NEW YORK The New York State Restaurant Association said it is weighing whether to appeal a federal court ruling Tuesday to uphold New York City’s law requiring that some chain restaurants post calories on menus and menu board.
NYSRA had filed a lawsuit in federal court early in 2008 challenging the city's requirements, which were passed by the City Council in 2007 and have been in effect since last July. Rick Sampson, president and chief executive of NYSRA, said he was not surprised by the decision handed down Tuesday by a 2nd U.S. Circuit Court of Appeals panel.
"There was no way they were going to roll this back after it had been implemented," Sampson said.
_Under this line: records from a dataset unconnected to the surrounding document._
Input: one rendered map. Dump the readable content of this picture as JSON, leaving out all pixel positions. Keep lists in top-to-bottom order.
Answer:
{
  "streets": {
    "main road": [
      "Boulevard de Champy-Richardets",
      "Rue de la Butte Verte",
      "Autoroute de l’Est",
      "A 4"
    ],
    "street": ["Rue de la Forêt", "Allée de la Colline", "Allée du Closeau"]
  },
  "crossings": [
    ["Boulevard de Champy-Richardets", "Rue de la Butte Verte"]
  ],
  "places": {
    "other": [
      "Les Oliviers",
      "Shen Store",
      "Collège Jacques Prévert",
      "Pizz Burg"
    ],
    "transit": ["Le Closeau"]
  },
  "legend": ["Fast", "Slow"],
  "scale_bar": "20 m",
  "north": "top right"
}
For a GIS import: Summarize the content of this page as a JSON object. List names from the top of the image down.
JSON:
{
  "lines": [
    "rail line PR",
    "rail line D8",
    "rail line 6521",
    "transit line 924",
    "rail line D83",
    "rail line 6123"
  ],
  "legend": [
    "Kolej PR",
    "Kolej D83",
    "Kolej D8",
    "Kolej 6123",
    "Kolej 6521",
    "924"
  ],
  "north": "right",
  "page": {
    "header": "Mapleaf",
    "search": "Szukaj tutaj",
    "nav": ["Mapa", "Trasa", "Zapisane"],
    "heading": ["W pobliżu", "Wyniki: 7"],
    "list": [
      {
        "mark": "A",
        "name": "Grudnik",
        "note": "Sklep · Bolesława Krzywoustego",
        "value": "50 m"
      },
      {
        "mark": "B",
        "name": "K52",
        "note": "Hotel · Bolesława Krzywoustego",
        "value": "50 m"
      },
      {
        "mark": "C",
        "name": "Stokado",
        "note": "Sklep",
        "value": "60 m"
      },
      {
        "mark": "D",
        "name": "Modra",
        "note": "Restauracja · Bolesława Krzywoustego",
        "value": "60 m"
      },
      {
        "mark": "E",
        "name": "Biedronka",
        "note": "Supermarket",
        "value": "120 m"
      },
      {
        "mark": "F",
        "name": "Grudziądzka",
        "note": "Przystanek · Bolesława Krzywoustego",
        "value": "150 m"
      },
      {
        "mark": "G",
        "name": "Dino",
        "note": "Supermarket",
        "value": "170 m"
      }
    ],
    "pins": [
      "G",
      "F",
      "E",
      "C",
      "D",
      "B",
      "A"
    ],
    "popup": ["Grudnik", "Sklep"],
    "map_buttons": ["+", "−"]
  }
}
He added that the association's board would determine whether to appeal the decision.
The appeals court rejected NYSRA's arguments that New York City's health department lacked the authority to impose a labeling policy and was pre-empted by federal law, in particular the Nutrition and Education Act of 1990. The lawsuit also claimed the city violated the First Amendment by forcing restaurant patrons to accept health officials' view that calories are the most important nutritional information on a menu.
The New York City regulation, which officially took effect July 2008, requires all restaurants in the city that are part of a chain with at least 15 outlets nationwide to display calorie information on menus and menu boards.
New York is the first U.S. jurisdiction to enact such a regulation. Since then, menu-labeling laws have been passed in California, Philadelphia, King County, Wash., Multnomah County, Ore., and Westchester County, N.Y. Several other jurisdictions are considering similar measures.